▶ _EXERCISE INPUT_
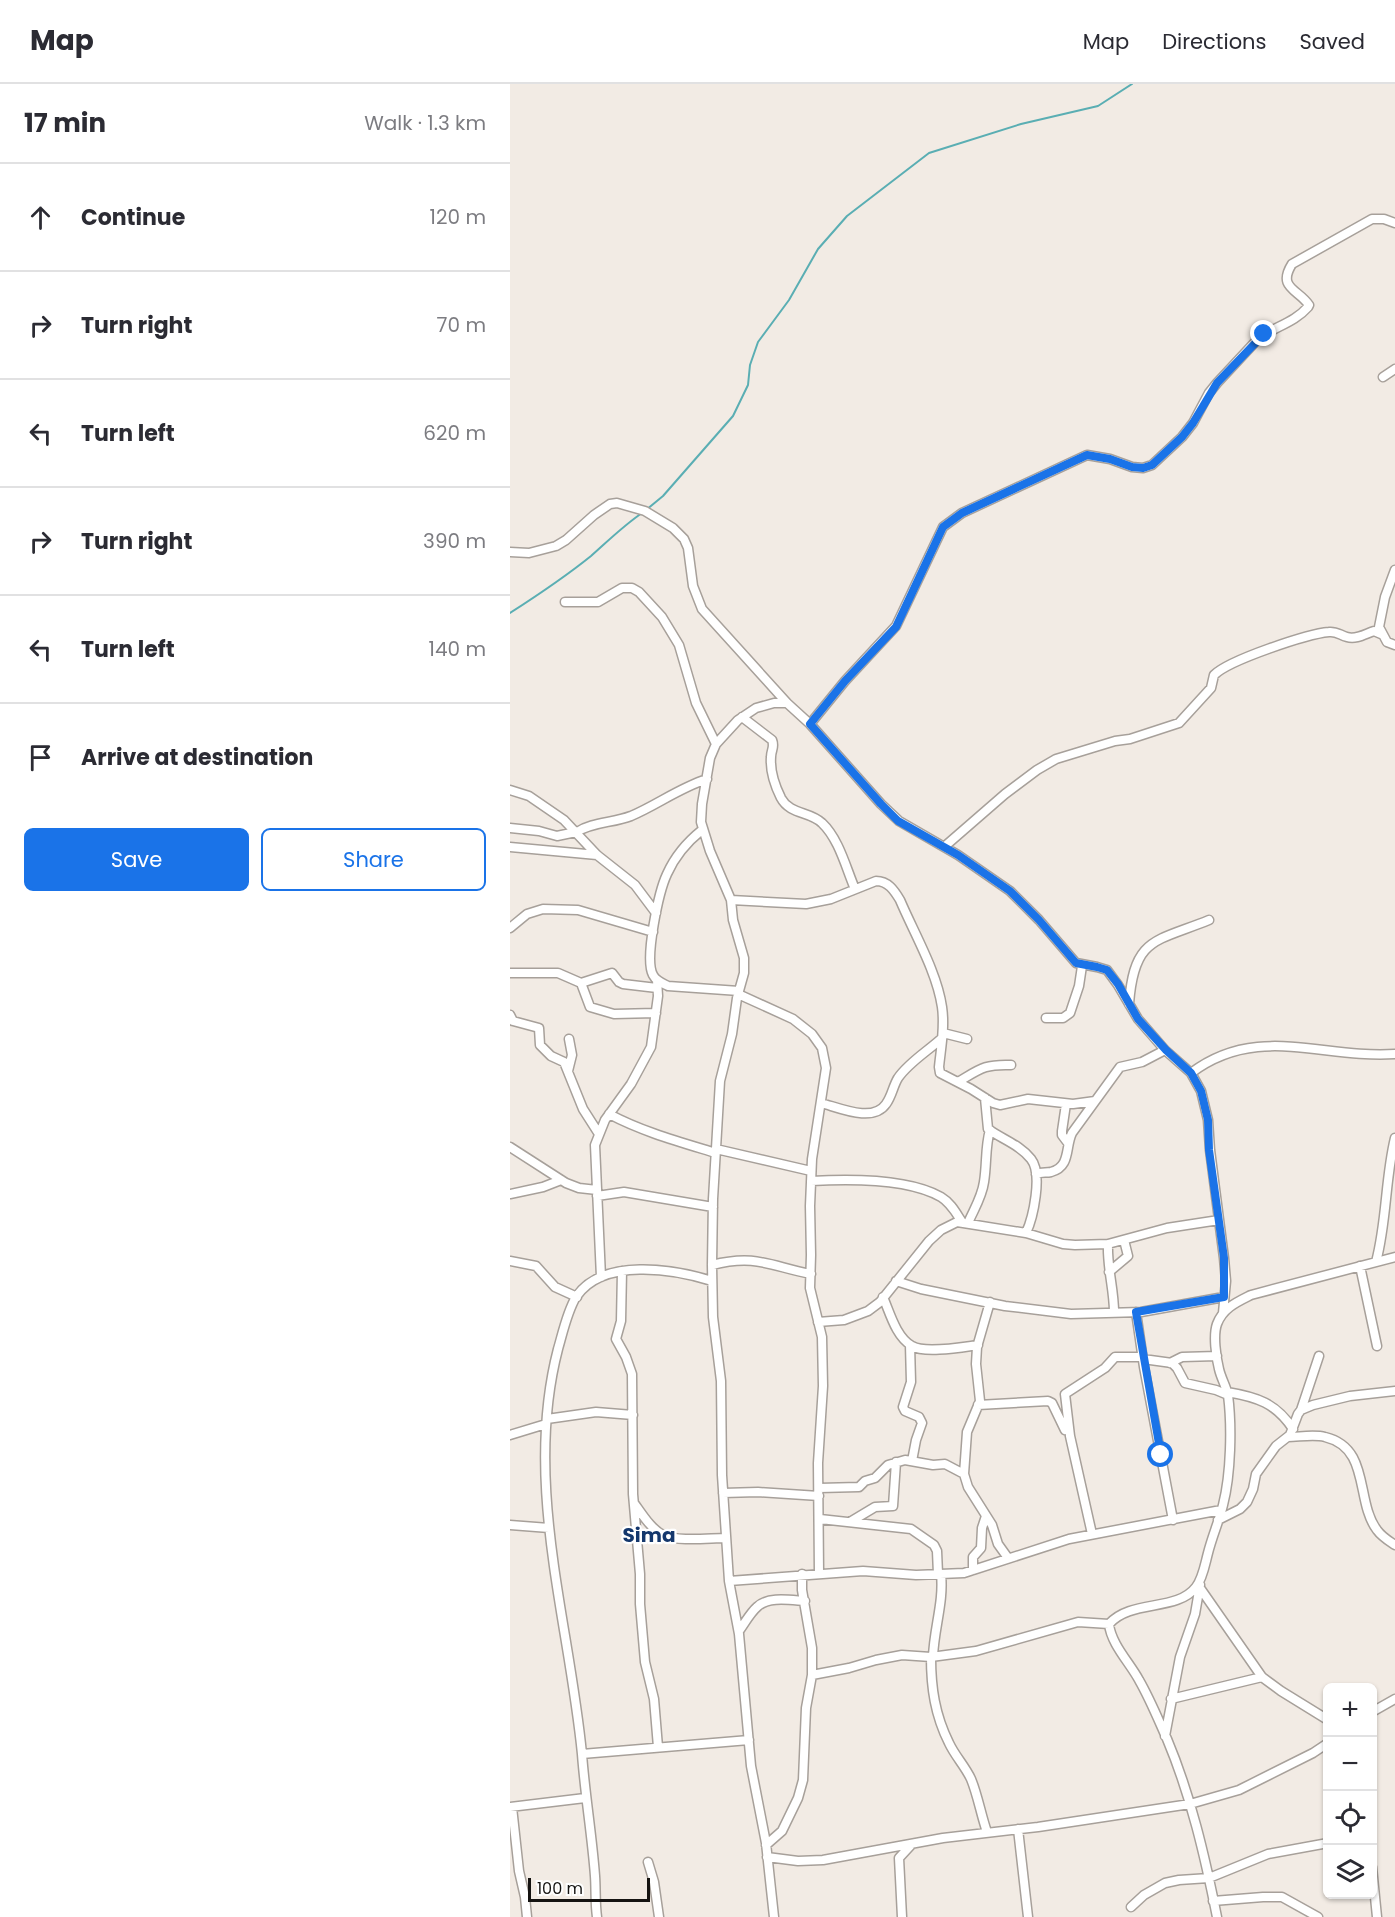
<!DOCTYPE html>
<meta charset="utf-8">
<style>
:root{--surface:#fff;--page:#f7f7f7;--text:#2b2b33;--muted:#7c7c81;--line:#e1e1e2;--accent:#1a73e8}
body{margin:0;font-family:Poppins,sans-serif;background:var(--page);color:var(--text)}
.controls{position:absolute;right:18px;bottom:18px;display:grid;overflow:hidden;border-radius:9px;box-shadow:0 2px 4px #0004}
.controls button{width:54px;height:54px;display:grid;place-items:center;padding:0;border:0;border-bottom:2px solid var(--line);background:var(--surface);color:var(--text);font:30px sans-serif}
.scale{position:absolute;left:18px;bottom:15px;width:122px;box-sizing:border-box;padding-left:6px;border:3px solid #151311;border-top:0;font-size:16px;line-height:21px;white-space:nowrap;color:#151311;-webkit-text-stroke:4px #fff;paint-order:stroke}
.stop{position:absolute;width:18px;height:18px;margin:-14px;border:4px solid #1a73e8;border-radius:50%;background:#fff}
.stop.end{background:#1a73e8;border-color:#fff;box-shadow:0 2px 6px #0008}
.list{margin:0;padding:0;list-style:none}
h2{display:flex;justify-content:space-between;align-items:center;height:78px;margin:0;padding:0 24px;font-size:26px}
h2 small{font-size:20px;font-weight:400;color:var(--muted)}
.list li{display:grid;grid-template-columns:39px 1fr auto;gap:18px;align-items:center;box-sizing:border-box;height:108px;padding:0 24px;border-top:2px solid var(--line)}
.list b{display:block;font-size:22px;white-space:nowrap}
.list em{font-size:20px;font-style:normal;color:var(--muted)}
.actions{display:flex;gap:12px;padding:18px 24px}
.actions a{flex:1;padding:14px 0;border:2px solid var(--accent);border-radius:9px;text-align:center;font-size:21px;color:var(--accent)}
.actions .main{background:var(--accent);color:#fff}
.icon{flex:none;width:33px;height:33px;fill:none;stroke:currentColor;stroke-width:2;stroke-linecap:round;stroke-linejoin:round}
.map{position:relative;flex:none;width:885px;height:1833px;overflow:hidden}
header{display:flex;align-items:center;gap:36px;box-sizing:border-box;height:84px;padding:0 30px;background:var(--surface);border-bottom:2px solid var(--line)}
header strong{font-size:28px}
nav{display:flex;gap:33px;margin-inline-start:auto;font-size:21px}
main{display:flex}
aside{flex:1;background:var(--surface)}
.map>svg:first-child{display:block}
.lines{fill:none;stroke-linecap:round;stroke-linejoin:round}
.stream{stroke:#5aaeb3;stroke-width:2}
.minor-casing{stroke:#a7a09a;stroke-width:11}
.minor{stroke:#fff;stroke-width:8}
.route{stroke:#1a73e8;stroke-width:8}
.labels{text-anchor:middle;stroke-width:4.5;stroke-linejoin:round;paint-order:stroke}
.quarter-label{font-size:20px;font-weight:bold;fill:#14376c;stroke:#fff}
</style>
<header>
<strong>Map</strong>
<nav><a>Map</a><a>Directions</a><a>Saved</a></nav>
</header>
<main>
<aside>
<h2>17 min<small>Walk · 1.3 km</small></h2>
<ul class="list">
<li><svg class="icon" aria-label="ahead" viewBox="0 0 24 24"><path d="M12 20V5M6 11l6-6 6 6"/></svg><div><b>Continue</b></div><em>120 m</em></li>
<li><svg class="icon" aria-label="right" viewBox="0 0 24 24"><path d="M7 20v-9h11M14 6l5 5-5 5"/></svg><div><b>Turn right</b></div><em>70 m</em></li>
<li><svg class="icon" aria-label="left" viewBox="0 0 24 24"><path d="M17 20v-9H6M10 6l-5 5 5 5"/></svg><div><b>Turn left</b></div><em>620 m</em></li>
<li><svg class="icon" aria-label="right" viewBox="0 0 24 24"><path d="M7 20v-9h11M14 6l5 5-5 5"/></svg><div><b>Turn right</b></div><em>390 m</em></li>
<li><svg class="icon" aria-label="left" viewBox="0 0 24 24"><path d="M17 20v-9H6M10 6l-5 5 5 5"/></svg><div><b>Turn left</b></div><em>140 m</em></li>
<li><svg class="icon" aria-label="arrive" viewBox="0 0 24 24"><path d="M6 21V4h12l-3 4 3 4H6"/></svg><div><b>Arrive at destination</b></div></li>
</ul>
<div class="actions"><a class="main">Save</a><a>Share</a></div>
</aside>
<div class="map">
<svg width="885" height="1833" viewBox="0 0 885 1833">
<rect width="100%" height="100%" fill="#f2ebe4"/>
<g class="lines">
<path class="stream" d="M136 426 153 412 223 332 238 301 240 281 248 258 279 216 308 165 337 132 419 69 511 40 588 22 622 0
M0 529C28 511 55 493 81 472 98 457 113 442 132 429"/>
<g class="minor-casing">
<path id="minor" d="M873 293 885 285
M0 468 19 469 46 462 56 456 84 431 100 420 107 419 135 427 163 444 174 455 178 464 183 502 192 525 277 619 300 640 371 720 389 737 448 771 500 807 529 836 566 879 587 883 597 886 608 901 628 935 655 966 681 989 691 1007 698 1036 700 1066 714 1174 716 1197 713 1229
M885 486 875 513 869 543 877 558 885 561
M55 518H88L112 504H122L129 508 152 533 169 561 186 619 206 660
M232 633 262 656C265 663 261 666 261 673 260 686 265 702 271 714 280 731 300 727 312 739 329 755 336 784 345 805
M300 640 335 597 386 542 433 443 452 429 577 371 600 375 622 383 633 384 642 381 672 353 683 339 699 309 707 299 747 256C763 243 784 239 798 223L799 221C788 205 767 204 782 180L862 135H874L885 139
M0 706 19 712 54 736 87 771 125 801 146 829
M0 744 29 747 47 752 66 748
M192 746C177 758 165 772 157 790 149 807 134 875 143 891 146 897 152 899 158 902L229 907
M67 748C82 738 103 739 121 732 147 721 169 704 197 695
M0 763 87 771
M434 763 495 710 527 686 546 675 605 657 620 655 669 639 701 604 704 591C719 576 797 550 819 548 826 547 830 551 837 553 846 556 855 550 864 547L871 550
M221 816 296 820 321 815 366 797C378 797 384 806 390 816 404 849 427 888 432 923 435 943 431 963 429 983L430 989 461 1005 483 1019 490 1021 518 1015 563 1020 585 1017
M0 844 17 830 33 825 68 826 143 848
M0 889H48L71 899 80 923 104 930 146 929
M71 899 102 889 109 898 113 900 147 904
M228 910 283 935 302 950 312 964 316 984 302 1075 300 1122 301 1171 300 1204 312 1253 313 1302 308 1379 309 1489
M619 920C624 853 645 858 699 836
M0 931 3 937 29 944 30 961 41 972 54 978 73 1025 89 1050
M536 934H553L560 929 569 902 572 882
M433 949 457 955
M58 987 62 971 59 955
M681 989C747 939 812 975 885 970
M448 998C470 985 474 980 501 981
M475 1014 478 1045C492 1055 510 1061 521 1075 533 1090 523 1134 516 1149
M311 1019C330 1024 363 1039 376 1020 382 1012 383 1002 388 994 399 978 418 967 432 954
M556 1020 552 1047V1051L558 1059
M99 1030C133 1048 170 1058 206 1069
M0 1063 56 1099 69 1104 87 1106
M206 1065 301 1087
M526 1090C531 1088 536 1089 541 1088 561 1083 555 1063 562 1049L610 983 632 978 655 966
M301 1097C337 1095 398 1094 431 1113 441 1119 446 1129 452 1138
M0 1110 33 1103 51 1096
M87 1112 114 1108 203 1123
M458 1139C464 1125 472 1113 474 1098 477 1080 475 1063 480 1046
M598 1160C597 1184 604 1205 604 1228
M0 1177 26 1182 45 1203 67 1213
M866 1178C877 1137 875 1095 885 1054
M202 1181C246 1170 260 1182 301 1190
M850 1182 867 1262
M112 1187 111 1237 106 1255 116 1273 122 1290 123 1410 130 1490V1520L135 1578 144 1615 148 1663
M599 1188 618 1172 614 1156
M91 1193 85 1061 95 1036 121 1000 141 963 148 912 147 896
M386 1197 411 1205 495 1222 561 1230 631 1228 714 1213
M373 1213C380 1229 386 1253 402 1262 415 1270 453 1263 468 1261
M480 1218 467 1263 466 1280 470 1317 457 1348 454 1390 458 1403 482 1441 488 1460 498 1474
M626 1228 634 1283 663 1436
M308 1238 334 1236 358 1227 370 1218 419 1157 431 1146 447 1138 516 1149 553 1160 565 1161 598 1160 657 1144 709 1136
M400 1261 401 1298 393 1323 395 1327 409 1333 412 1339 406 1356 402 1377
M633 1275 662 1279 667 1284 675 1299 706 1306 718 1311
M660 1279 672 1273 707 1272
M717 1308C747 1313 766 1319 783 1345
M468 1321 538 1317 542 1319 555 1346
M791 1326 809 1272
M37 1335 86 1328 123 1331
M0 1351 36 1340
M778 1353C789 1353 804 1350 815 1353 861 1364 845 1417 867 1446 872 1453 879 1457 885 1461
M309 1404 349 1403 355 1397 365 1394 378 1381 395 1376 423 1381 435 1380 454 1390
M213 1409 248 1408 309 1412
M124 1419C132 1430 141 1445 153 1451 169 1458 199 1454 216 1454
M310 1435 401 1445 424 1461 427 1467 428 1490
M708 1436 730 1425 737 1418 743 1405 746 1390 766 1362 780 1351 788 1330 791 1326 803 1321 840 1312 885 1307
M340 1438 365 1423 383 1422 386 1378
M0 1441 39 1444
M582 1450 560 1352 555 1310 595 1284 605 1273H633
M463 1486V1473L471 1464 472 1444 476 1432
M219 1497 353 1487 406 1491 454 1489 559 1455 711 1426
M690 1504 752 1593 771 1607 818 1636
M229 1547C235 1539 240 1529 247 1523 258 1512 280 1516 295 1517
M421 1573C421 1604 425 1631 439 1659 445 1672 455 1682 461 1695 468 1712 471 1731 477 1748
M423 1573C424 1544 434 1518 431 1490
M302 1591 339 1584 366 1576 392 1571 421 1573 466 1567 568 1538 599 1540
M661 1615 752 1593
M862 1628 885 1615
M655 1652 670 1573 685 1530 690 1501
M72 1670 239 1656
M0 1723 75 1714
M2 1723 9 1787 15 1813 17 1833
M508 1745 518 1833
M256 1761 272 1747 288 1714 293 1696 296 1624 302 1591V1564L292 1506V1490
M257 1773 288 1777 313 1776 433 1754 528 1743 680 1720 729 1706 803 1669 818 1659
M138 1778 144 1798 149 1833
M862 1783 867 1833
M703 1817 753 1813H772L808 1833
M621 1823 634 1811 655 1799 669 1796 699 1794 758 1770 818 1759
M87 1833C85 1819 86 1806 85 1792 82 1751 75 1711 72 1670 59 1536 13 1399 48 1265 53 1248 57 1228 66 1213 93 1173 164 1185 202 1197
M264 1833 256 1759 241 1682 229 1550 219 1497 212 1391 211 1297 203 1233 202 1181 203 1115 210 997 222 950 227 914 234 889V874L223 836 221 816 200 767 191 738 192 720 200 674 206 660 228 636 246 624 264 619H277
M392 1833 389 1774 401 1761
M707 1833C695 1773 681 1712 657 1655 648 1635 640 1615 629 1596 620 1579 601 1560 599 1540 621 1515 667 1528 686 1503 693 1494 695 1480 698 1469 702 1453 709 1437 713 1421 721 1390 722 1342 718 1311 716 1302 711 1294 709 1285 706 1273 703 1251 707 1240 713 1224 727 1218 741 1211L885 1173"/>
</g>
<use href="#minor" class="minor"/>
</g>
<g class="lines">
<path class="route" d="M651 1371 626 1228 714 1213V1174L699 1066 698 1036 691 1007 681 989 656 966 628 935 608 900 597 886 587 883 566 879 529 836 500 807 448 771 388 737 371 720 300 640 335 597 386 543 433 443 452 429 577 371 600 375 622 383 633 384 642 381 672 353 683 339 707 299 754 250"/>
</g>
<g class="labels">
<g class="quarter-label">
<text x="139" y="1458">Sima</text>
</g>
</g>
</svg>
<div class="controls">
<button>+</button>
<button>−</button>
<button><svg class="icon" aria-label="locate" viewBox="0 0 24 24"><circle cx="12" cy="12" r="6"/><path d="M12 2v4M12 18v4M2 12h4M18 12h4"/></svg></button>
<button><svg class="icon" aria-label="layers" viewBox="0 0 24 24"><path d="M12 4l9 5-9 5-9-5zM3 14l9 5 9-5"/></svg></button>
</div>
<div class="scale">100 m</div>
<div class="stop" style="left:651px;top:1371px"></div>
<div class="stop end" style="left:754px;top:250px"></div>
</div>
</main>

▶ _TASK DIRECTIONS_
Show, from the material above, each line that includes the string "aside".

▶ _SOLUTION TO THIS TASK_
aside{flex:1;background:var(--surface)}
<aside>
</aside>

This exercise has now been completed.